━━━ Exercise input

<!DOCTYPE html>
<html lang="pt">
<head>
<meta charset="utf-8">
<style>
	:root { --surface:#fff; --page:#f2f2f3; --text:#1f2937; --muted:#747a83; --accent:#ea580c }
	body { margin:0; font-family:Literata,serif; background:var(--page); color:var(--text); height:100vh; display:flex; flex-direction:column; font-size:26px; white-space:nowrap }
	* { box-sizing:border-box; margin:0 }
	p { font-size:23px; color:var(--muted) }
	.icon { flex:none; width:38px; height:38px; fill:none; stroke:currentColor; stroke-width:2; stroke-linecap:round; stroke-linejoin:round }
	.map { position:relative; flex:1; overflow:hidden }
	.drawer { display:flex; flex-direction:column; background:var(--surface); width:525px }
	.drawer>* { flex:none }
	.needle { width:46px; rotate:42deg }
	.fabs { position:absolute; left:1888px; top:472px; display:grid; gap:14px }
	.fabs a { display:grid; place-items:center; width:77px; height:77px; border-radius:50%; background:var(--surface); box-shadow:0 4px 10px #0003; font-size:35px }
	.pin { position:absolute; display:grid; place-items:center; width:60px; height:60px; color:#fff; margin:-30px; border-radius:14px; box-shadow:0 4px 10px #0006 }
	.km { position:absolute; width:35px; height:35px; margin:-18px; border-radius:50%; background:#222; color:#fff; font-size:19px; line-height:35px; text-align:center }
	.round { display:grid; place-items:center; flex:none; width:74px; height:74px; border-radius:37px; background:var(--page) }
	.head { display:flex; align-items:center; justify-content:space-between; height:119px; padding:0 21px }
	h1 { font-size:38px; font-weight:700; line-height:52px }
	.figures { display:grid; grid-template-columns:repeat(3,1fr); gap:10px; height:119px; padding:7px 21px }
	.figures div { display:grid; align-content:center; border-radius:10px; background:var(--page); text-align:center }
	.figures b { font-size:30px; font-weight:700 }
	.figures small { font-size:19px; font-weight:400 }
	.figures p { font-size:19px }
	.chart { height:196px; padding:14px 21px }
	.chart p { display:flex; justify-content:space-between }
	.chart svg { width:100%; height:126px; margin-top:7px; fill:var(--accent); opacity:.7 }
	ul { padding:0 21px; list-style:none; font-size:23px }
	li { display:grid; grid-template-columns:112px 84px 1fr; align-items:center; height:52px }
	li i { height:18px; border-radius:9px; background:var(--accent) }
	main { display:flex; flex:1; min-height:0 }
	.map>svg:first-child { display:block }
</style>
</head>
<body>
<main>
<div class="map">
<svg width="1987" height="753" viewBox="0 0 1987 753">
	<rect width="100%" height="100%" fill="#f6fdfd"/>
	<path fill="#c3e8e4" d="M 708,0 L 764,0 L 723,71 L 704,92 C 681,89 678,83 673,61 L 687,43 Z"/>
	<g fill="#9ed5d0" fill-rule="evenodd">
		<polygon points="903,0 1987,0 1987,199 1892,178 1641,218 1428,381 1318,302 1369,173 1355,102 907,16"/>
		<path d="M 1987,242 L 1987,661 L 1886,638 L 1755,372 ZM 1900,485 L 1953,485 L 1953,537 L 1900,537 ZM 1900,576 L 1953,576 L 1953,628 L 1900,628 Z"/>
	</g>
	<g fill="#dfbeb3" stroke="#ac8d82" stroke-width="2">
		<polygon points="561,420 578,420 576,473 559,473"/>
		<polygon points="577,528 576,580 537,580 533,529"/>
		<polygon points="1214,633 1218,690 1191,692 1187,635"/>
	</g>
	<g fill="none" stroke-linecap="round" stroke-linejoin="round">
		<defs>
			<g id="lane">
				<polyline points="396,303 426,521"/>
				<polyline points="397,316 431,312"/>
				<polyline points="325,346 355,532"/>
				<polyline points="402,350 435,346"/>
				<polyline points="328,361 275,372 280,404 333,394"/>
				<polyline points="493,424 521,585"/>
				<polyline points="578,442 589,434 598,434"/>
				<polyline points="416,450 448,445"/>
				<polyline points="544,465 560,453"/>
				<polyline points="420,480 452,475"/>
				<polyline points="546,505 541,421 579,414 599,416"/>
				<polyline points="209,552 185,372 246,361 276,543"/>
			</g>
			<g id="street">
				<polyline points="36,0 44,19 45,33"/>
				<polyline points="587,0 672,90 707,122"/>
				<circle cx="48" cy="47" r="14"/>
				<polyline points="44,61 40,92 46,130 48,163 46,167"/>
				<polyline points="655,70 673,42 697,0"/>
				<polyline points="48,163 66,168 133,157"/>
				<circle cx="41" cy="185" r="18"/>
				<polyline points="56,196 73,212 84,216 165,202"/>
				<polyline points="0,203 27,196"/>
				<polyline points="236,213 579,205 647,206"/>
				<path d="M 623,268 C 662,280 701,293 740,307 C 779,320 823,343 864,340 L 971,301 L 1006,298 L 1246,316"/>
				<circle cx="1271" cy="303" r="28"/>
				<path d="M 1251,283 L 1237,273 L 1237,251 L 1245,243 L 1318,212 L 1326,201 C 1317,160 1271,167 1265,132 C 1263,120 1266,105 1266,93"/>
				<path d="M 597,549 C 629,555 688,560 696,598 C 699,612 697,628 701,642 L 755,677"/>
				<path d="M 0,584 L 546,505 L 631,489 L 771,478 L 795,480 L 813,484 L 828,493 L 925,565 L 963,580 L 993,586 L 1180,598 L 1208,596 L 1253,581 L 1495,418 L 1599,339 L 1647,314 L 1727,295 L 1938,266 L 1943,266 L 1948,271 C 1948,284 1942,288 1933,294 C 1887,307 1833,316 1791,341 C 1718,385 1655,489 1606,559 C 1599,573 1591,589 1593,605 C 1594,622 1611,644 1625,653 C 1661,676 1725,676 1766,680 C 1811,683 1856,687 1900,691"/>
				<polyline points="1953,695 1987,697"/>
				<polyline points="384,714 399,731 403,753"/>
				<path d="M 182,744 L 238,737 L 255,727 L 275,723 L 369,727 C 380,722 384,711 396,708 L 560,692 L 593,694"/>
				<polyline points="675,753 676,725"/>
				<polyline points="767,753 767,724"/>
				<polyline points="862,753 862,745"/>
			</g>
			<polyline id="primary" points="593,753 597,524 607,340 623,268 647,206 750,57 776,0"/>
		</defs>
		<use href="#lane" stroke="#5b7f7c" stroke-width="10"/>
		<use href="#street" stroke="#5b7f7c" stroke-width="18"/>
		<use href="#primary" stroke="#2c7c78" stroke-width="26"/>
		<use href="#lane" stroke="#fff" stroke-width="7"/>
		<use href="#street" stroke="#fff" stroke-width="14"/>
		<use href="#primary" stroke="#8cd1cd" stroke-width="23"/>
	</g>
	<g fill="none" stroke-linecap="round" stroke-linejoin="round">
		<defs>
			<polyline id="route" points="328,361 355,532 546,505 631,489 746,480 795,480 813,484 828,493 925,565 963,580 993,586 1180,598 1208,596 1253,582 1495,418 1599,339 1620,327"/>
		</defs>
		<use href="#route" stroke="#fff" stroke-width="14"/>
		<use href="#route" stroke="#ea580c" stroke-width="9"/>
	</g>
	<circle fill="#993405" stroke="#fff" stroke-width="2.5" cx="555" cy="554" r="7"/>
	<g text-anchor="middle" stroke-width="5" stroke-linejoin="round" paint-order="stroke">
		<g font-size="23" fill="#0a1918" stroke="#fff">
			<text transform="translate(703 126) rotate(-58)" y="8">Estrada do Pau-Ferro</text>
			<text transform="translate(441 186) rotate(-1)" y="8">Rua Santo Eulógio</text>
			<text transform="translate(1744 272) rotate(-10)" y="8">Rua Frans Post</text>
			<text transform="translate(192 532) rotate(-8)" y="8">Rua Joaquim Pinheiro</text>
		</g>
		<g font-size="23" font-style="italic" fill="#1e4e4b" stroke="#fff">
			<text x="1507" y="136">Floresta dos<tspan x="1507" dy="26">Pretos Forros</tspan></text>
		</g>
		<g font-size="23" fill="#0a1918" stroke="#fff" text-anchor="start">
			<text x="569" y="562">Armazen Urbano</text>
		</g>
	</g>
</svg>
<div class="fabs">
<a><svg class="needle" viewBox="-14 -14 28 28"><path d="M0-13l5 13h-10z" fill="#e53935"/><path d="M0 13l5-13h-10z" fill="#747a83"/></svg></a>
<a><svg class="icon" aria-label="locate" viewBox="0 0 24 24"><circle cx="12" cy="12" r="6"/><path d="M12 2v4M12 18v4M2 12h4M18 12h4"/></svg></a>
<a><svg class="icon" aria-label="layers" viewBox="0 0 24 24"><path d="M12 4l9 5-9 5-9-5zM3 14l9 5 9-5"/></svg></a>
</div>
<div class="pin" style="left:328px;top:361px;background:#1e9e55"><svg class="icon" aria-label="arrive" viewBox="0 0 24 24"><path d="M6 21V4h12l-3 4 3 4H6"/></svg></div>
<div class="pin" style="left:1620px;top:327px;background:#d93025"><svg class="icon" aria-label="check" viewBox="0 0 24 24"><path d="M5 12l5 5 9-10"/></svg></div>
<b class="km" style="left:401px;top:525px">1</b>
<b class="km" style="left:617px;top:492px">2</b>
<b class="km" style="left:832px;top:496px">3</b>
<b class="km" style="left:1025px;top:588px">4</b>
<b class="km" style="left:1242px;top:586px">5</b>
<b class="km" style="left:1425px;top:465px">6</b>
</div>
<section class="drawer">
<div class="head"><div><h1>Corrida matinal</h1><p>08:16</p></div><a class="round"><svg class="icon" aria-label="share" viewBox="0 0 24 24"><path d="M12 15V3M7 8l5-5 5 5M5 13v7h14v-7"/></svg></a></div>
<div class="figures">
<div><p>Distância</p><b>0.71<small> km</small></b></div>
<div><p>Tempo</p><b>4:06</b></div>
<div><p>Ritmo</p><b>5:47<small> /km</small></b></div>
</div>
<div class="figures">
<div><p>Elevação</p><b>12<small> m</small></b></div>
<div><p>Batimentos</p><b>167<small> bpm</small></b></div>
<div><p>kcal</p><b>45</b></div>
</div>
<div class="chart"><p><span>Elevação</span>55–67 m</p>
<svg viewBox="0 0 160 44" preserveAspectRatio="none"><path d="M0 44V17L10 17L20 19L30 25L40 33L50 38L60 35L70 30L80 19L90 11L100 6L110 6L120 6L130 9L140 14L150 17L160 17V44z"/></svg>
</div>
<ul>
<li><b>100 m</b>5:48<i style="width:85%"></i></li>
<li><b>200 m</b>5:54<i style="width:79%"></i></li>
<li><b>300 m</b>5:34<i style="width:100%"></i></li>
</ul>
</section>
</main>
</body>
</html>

━━━━━━

** Problem statement **
Every line from the one containing "<div><p>Elevaç" to the close of the records must be reproduced exactly. Include both ends and nothing more.

** Result **
<div><p>Elevação</p><b>12<small> m</small></b></div>
<div><p>Batimentos</p><b>167<small> bpm</small></b></div>
<div><p>kcal</p><b>45</b></div>
</div>
<div class="chart"><p><span>Elevação</span>55–67 m</p>
<svg viewBox="0 0 160 44" preserveAspectRatio="none"><path d="M0 44V17L10 17L20 19L30 25L40 33L50 38L60 35L70 30L80 19L90 11L100 6L110 6L120 6L130 9L140 14L150 17L160 17V44z"/></svg>
</div>
<ul>
<li><b>100 m</b>5:48<i style="width:85%"></i></li>
<li><b>200 m</b>5:54<i style="width:79%"></i></li>
<li><b>300 m</b>5:34<i style="width:100%"></i></li>
</ul>
</section>
</main>
</body>
</html>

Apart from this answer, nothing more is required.